**Dataset entries:**
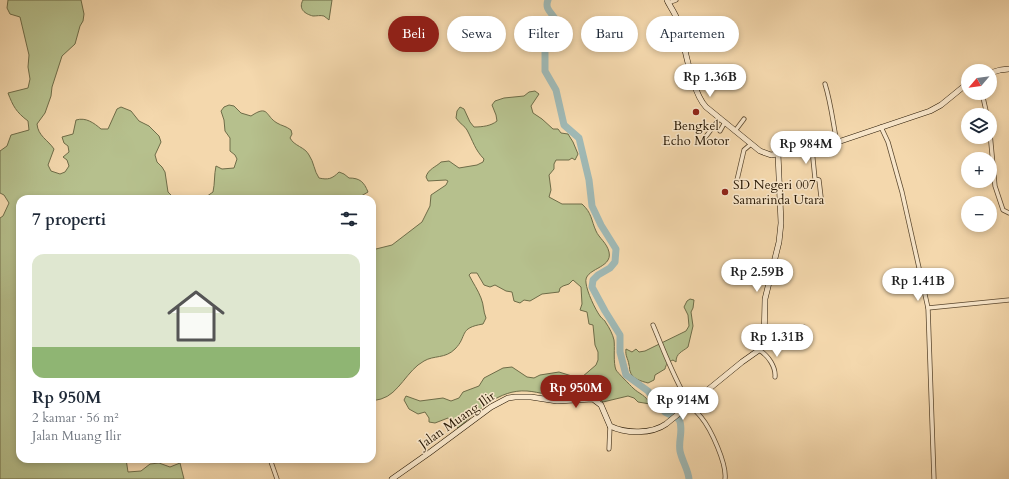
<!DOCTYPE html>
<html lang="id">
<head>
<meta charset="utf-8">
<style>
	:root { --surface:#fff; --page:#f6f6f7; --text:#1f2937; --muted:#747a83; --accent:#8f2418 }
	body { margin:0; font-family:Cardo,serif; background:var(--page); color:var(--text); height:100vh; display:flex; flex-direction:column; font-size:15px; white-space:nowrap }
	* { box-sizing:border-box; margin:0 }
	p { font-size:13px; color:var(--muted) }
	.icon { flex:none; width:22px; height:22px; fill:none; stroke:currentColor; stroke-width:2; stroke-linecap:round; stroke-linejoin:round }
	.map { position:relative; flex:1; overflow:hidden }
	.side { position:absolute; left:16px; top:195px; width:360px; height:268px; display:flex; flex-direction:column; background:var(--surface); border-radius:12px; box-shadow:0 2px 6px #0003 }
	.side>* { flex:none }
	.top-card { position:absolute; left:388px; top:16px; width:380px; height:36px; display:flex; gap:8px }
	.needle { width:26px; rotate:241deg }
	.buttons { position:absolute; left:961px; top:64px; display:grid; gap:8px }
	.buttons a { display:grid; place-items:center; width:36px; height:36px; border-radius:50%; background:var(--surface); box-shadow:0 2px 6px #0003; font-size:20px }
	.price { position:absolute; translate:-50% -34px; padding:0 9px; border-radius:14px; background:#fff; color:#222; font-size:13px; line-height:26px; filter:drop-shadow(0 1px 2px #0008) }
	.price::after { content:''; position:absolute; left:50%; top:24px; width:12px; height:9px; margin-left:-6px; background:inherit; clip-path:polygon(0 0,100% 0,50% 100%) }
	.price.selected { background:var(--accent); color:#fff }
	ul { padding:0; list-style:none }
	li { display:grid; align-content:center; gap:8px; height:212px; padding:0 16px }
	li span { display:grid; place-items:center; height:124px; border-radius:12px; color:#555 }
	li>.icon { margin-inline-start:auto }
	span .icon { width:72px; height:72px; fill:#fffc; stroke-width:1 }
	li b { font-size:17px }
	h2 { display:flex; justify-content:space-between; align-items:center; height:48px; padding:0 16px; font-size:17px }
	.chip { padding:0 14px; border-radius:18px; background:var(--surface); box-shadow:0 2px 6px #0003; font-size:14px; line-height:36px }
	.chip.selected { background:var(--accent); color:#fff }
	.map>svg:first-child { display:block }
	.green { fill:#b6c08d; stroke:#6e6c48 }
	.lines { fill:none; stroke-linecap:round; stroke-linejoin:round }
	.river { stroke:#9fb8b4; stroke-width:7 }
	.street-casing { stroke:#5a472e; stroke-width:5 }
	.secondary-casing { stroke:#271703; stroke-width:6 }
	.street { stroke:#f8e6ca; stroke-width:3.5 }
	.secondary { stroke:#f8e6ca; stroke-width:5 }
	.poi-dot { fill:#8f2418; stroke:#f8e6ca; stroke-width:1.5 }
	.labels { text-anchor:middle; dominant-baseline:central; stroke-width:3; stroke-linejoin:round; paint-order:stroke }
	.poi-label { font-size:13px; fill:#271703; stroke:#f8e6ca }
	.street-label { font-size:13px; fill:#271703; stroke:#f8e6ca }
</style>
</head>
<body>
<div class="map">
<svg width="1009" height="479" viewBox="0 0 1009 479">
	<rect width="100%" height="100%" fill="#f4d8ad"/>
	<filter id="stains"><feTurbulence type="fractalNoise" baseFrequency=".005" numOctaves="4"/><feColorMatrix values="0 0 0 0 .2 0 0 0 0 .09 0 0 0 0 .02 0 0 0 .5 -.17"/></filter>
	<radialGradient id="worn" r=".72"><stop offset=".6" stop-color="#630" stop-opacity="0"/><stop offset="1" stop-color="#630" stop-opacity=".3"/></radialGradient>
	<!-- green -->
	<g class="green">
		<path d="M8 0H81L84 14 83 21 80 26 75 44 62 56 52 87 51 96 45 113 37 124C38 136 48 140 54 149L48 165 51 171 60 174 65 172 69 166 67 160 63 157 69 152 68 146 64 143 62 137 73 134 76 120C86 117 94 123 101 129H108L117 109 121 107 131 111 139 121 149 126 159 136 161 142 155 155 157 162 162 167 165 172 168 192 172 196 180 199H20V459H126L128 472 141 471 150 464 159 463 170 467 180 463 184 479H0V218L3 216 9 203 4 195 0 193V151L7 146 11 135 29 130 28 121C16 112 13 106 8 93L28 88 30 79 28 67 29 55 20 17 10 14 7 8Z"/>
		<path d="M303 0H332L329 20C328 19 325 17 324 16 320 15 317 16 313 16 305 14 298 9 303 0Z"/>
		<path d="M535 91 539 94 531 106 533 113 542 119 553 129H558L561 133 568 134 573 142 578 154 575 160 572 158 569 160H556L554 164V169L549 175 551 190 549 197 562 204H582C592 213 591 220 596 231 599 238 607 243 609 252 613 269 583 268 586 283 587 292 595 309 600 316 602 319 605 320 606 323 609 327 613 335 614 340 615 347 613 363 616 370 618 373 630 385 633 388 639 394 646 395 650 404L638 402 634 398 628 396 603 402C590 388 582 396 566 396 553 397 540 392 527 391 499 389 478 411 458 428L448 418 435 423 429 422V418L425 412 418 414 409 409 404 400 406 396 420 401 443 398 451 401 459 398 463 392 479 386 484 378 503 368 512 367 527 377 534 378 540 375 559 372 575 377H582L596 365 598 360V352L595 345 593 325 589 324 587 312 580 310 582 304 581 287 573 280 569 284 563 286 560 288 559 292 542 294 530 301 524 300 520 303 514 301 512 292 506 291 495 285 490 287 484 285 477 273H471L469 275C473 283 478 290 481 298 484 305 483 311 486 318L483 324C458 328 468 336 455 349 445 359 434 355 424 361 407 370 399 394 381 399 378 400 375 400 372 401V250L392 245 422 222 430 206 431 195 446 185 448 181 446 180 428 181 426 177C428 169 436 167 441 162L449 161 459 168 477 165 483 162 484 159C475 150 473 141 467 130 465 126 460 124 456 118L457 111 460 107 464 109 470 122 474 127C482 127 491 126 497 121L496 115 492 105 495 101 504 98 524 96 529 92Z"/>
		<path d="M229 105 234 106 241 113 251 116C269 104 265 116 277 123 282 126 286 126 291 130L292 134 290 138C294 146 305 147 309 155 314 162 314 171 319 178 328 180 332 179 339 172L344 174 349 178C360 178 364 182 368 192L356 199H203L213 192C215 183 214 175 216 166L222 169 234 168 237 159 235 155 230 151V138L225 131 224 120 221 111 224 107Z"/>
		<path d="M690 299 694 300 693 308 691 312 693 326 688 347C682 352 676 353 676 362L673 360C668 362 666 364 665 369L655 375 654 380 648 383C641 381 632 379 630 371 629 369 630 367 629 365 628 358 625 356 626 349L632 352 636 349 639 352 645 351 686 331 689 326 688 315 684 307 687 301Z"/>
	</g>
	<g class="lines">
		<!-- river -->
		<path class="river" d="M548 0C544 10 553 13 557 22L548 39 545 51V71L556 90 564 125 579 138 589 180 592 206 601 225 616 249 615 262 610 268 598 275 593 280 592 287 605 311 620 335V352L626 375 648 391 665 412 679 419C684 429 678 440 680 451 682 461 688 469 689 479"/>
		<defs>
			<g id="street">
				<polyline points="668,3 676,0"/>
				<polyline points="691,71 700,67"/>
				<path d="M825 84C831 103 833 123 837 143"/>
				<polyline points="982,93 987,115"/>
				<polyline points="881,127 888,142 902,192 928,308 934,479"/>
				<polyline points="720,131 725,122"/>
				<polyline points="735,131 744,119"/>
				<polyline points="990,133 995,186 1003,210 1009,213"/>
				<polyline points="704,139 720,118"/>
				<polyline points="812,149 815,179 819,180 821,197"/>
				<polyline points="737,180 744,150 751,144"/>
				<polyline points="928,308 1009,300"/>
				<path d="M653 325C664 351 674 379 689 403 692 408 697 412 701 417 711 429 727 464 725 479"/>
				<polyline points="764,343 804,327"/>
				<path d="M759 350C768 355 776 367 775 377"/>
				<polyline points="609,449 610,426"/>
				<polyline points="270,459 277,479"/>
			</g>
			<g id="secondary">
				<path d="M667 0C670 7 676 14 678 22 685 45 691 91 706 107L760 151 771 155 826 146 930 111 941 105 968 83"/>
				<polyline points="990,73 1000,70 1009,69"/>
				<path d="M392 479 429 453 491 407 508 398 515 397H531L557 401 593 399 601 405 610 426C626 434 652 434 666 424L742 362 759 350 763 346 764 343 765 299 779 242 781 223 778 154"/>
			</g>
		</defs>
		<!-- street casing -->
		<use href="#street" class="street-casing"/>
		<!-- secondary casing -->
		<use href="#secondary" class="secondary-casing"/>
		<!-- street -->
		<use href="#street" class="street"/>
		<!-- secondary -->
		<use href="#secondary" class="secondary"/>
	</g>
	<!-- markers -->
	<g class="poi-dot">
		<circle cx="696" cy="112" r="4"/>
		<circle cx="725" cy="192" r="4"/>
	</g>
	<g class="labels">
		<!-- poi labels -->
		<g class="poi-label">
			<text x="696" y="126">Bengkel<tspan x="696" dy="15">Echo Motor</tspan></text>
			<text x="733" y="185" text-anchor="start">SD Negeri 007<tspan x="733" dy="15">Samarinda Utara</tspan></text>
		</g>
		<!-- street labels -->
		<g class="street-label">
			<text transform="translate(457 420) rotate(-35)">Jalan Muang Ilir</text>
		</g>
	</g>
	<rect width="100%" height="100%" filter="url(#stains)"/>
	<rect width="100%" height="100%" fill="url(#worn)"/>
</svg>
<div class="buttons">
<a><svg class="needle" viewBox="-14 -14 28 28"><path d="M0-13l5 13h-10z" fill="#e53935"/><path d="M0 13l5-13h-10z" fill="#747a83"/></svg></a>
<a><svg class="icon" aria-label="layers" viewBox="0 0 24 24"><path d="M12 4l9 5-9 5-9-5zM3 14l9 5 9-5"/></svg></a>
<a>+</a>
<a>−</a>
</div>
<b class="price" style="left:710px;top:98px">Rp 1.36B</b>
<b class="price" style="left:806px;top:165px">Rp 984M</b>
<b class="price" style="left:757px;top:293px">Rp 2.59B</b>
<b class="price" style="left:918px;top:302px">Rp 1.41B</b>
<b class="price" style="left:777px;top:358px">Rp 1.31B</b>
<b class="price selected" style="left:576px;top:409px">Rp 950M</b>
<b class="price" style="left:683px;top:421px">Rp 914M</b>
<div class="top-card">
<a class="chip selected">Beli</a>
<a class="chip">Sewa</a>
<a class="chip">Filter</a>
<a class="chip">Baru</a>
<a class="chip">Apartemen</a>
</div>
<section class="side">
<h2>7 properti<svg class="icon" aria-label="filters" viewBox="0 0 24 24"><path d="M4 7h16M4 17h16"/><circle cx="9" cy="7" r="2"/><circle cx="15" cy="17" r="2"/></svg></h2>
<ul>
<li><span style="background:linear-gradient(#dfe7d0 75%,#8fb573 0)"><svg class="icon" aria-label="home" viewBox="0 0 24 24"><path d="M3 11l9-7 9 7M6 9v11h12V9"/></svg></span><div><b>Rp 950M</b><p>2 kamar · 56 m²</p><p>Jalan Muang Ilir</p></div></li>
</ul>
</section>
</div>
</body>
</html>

**EXERCISE BRIEF:** Could you set down, exactly as written, the lines above between the one holding "fill:#8f2418; stroke:#f8e6ca; stroke-width:1.5" and the one holding "0H332L329 20C328 19", inclusive, and nothing more?

**REPLY TO THE TASK:**
	.poi-dot { fill:#8f2418; stroke:#f8e6ca; stroke-width:1.5 }
	.labels { text-anchor:middle; dominant-baseline:central; stroke-width:3; stroke-linejoin:round; paint-order:stroke }
	.poi-label { font-size:13px; fill:#271703; stroke:#f8e6ca }
	.street-label { font-size:13px; fill:#271703; stroke:#f8e6ca }
</style>
</head>
<body>
<div class="map">
<svg width="1009" height="479" viewBox="0 0 1009 479">
	<rect width="100%" height="100%" fill="#f4d8ad"/>
	<filter id="stains"><feTurbulence type="fractalNoise" baseFrequency=".005" numOctaves="4"/><feColorMatrix values="0 0 0 0 .2 0 0 0 0 .09 0 0 0 0 .02 0 0 0 .5 -.17"/></filter>
	<radialGradient id="worn" r=".72"><stop offset=".6" stop-color="#630" stop-opacity="0"/><stop offset="1" stop-color="#630" stop-opacity=".3"/></radialGradient>
	<!-- green -->
	<g class="green">
		<path d="M8 0H81L84 14 83 21 80 26 75 44 62 56 52 87 51 96 45 113 37 124C38 136 48 140 54 149L48 165 51 171 60 174 65 172 69 166 67 160 63 157 69 152 68 146 64 143 62 137 73 134 76 120C86 117 94 123 101 129H108L117 109 121 107 131 111 139 121 149 126 159 136 161 142 155 155 157 162 162 167 165 172 168 192 172 196 180 199H20V459H126L128 472 141 471 150 464 159 463 170 467 180 463 184 479H0V218L3 216 9 203 4 195 0 193V151L7 146 11 135 29 130 28 121C16 112 13 106 8 93L28 88 30 79 28 67 29 55 20 17 10 14 7 8Z"/>
		<path d="M303 0H332L329 20C328 19 325 17 324 16 320 15 317 16 313 16 305 14 298 9 303 0Z"/>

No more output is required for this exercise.